Я даже ни разу не взглянула на него. Сидела на заднем сиденье, дрожа от ужаса, потому что мне удалось поймать себя в ловушку в таком маленьком пространстве, наедине с мужчиной.

— Нет, со мной все будет в порядке. Спасибо. — Ноги угрожают сбросить меня в канаву, когда я вылезаю из машины. Это требует некоторого усилия, но мне удается убедить их держать меня прямо.

Окно водителя с жужжанием опускается. Там появляется чье-то лицо, но я по-прежнему не смотрю на него.

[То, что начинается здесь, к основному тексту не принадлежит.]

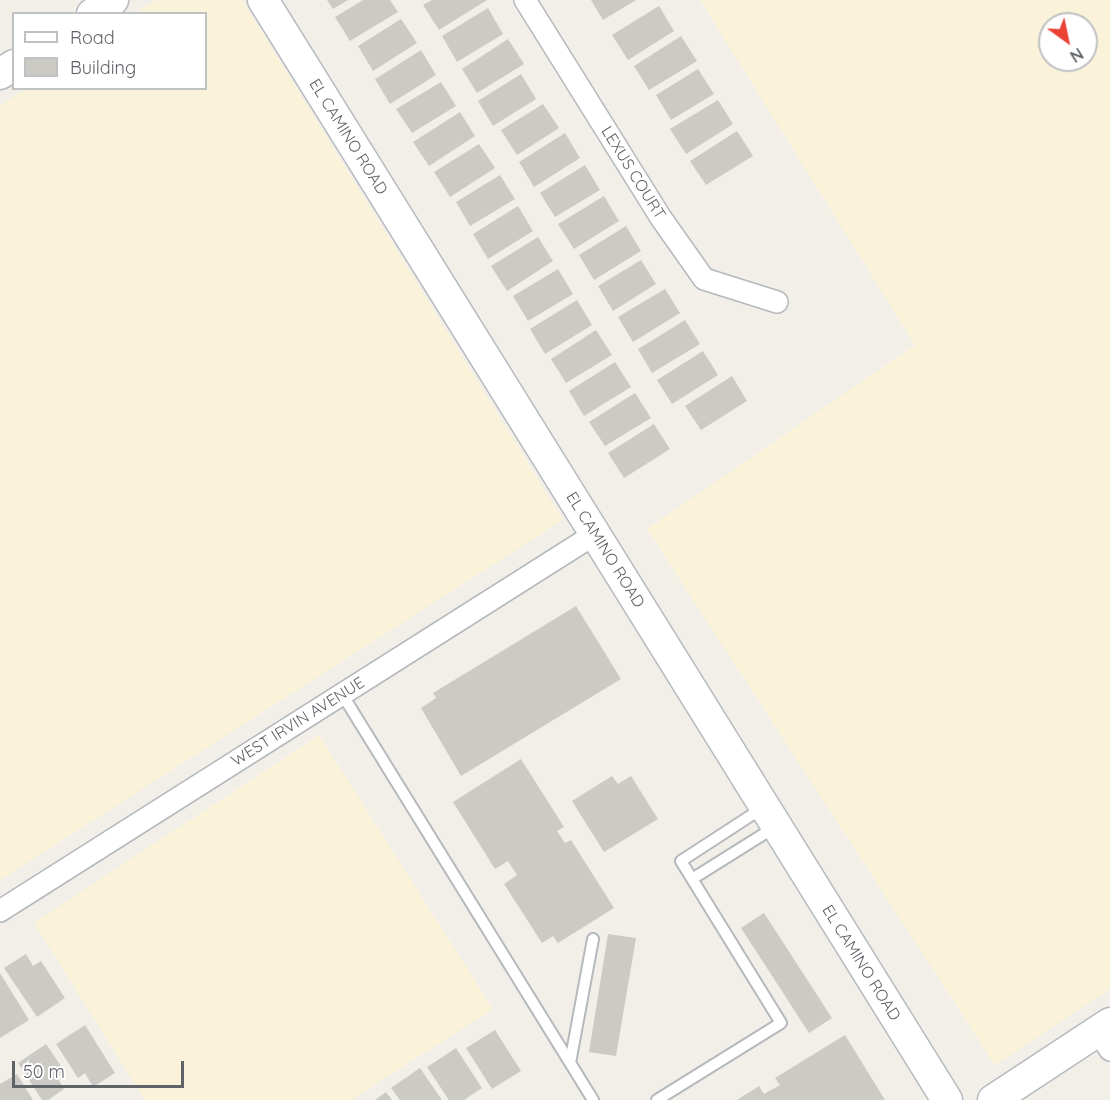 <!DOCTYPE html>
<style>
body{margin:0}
#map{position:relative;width:1110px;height:1100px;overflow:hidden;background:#f1efe8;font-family:Quicksand,sans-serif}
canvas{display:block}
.legend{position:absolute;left:12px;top:12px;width:195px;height:78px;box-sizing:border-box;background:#fff;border:2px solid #bfc1c3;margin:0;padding:8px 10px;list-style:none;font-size:18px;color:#5f6368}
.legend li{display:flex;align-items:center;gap:12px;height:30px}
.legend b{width:30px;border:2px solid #bfc1c3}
.north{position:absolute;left:1038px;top:12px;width:60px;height:60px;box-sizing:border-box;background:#fff;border:2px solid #bfc1c3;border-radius:50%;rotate:147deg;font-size:16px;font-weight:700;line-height:24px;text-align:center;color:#5f6368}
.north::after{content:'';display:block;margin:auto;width:21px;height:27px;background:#ea4335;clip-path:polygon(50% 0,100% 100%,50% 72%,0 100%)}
.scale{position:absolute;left:12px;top:1061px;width:172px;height:27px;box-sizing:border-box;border:3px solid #5f6368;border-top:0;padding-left:8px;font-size:18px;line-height:21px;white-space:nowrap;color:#5f6368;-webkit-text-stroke:4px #fff;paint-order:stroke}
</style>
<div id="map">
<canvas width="1110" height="1100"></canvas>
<ul class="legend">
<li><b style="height:8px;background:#fff"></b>Road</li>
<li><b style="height:16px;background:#cccac5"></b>Building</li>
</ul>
<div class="north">N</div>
<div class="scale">50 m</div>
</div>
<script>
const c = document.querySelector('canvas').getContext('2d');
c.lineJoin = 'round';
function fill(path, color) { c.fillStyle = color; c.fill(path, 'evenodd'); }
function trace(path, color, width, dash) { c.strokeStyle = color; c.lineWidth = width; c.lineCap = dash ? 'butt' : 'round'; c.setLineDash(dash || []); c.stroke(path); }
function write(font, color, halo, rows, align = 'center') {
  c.font = font + ' Quicksand,sans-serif'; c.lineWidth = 6; c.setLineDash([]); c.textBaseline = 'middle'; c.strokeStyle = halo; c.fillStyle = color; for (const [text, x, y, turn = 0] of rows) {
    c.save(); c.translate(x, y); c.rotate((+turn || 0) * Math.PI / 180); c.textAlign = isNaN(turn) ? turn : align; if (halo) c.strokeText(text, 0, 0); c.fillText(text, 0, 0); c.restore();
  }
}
fill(new Path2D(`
 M156,0H242L563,520L0,880V106L26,89L206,88V14L136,13Z
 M700,0H1110V989L995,1065L647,529L915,345ZM1050,24H1086V60H1050Z
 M319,735L493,1009L351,1100H145L34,923Z`), '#fbf3d9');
fill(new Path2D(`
 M327,0H348L333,9Z
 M363,0H390L398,12L350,41L335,17Z
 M432,0H487L439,30L423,5Z
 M591,0H636L603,20Z
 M659,6L674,31L628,60L612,35Z
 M488,8L503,34L457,62L442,36Z
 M401,19L417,43L373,71L358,46Z
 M681,36L697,61L649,90L634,66Z
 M508,39L524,64L477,93L462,69Z
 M421,50L436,75L390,104L375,79Z
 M698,69L714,94L671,120L656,95Z
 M521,74L536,99L493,126L478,101Z
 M441,82L456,106L412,133L396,109Z
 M718,100L733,124L686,154L670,129Z
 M543,104L559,128L517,155L501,130Z
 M460,112L475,136L429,166L413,142Z
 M737,131L753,156L706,185L690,161Z
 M565,133L580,158L534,187L519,162Z
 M479,144L495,168L450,197L434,172Z
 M585,165L600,190L555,217L540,193Z
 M500,175L515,199L470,226L456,202Z
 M604,196L619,221L574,249L558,224Z
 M518,206L533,231L488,259L473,234Z
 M626,226L641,251L594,280L579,255Z
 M538,237L553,261L507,291L491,266Z
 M641,260L656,284L613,311L598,286Z
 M558,269L573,294L528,321L513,296Z
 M665,289L680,313L633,342L618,317Z
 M577,300L592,325L545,354L530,329Z
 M685,320L700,344L652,373L638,349Z
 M596,330L612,355L566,383L551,359Z
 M703,351L718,375L672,404L657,380Z
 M615,362L631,387L584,416L569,391Z
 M732,376L747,401L701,430L685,406Z
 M635,393L651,418L605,446L589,422Z
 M654,424L670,449L624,478L608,453Z
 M576,606L621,679L461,776L421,708L436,698L433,693Z
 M521,759L564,827L557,831L565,843L571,840L614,908L558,943L553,936L542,943L504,884L517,875L508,861L495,869L453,802Z
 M612,776L618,784L631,776L658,819L604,852L572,801Z
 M764,913L832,1018L809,1033L741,928Z
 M608,934L636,938L616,1056L589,1052Z
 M26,954L33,966L41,961L65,998L37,1017L4,968Z
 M0,973L29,1020L0,1038Z
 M85,1025L115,1073L93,1087L85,1073L78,1078L56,1044Z
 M495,1030L521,1071L492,1089L466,1048Z
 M845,1035L885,1100H737L759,1086L764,1094L780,1085L775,1078Z
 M46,1044L65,1072L57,1077L64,1089L48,1100H42L18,1063Z
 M456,1048L482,1088L464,1100H449L427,1067Z
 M420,1068L442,1100H400L391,1088Z
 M17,1074L33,1100H0V1084Z
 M386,1092L392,1100H375Z`), '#cccac5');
const lane = new Path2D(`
 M342,694L593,1100
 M692,879L775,827
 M570,1063L593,939
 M657,1100L781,1023L681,861L764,807`);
const street = new Path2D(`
 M525,0L661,218L704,279L777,302
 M0,911L595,534
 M1098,1031L1110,1050`);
const secondary = new Path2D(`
 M263,0L947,1100
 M92,14L113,0
 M0,74L14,65
 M993,1100L1110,1023`);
trace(lane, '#b5b8bc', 14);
trace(street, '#b5b8bc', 24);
trace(secondary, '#b6babf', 33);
trace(lane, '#fff', 10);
trace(street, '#fff', 21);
trace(secondary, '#fff', 30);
write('16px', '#5f6368', '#fff', [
 ["EL CAMINO ROAD",348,137,58],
 ["LEXUS COURT",633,173,58],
 ["EL CAMINO ROAD",605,550,58],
 ["WEST IRVIN AVENUE",298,722,-32],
 ["EL CAMINO ROAD",861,963,58]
]);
</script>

— Я бы предпочел увидеть, как ты войдешь в свою парадную дверь, если тебе все равно, — говорит он. — Меня зовут Гарри. У меня дочь твоего возраста. Я бы чувствовал себя дерьмовым отцом, если бы не убедился, что ты благополучно вернулась. Похоже, у тебя была тяжелая ночка.

Была тяжелая ночка…

Я пытаюсь придумать подходящее слово, чтобы описать, насколько тяжелой была сегодняшняя ночь, но не думаю, что в родном языке есть достаточно жестокое слово. Можно, конечно, дойти пешком до дома из города, но это был бы жалкий поход без обуви, учитывая, что моя жизнь только что закончилась. Я могла бы вызвать другое такси, но велика вероятность, что следующий водитель тоже будет парнем, и, возможно, в следующий раз этот водитель не будет так беспокоиться о моем благополучии. Может быть, он увидит во мне возможность и воспользуется ею. Я так чертовски устала.

— Хорошо. Я не долго.

Свет в аптеке слишком яркий. Сильный медицинский, травяной запах ударяет в нос, как только я вхожу, заставляя голову кружиться. На рубашке, которую я стащила из корзины для белья мистера Уикмена, над левым нагрудным карманом красуется чернильное пятно в форме полумесяца. Я смущенно вытираю его, что нелепо, потому что голая под рубашкой, и материал едва доходит мне до середины бедра. Не говоря уже о том, что мое лицо все еще испачкано остатками туши, я вся в крови, а ноги совершенно грязные.

Женщина за прилавком видит меня и останавливается как вкопанная, наполовину поднеся телефонную трубку к уху.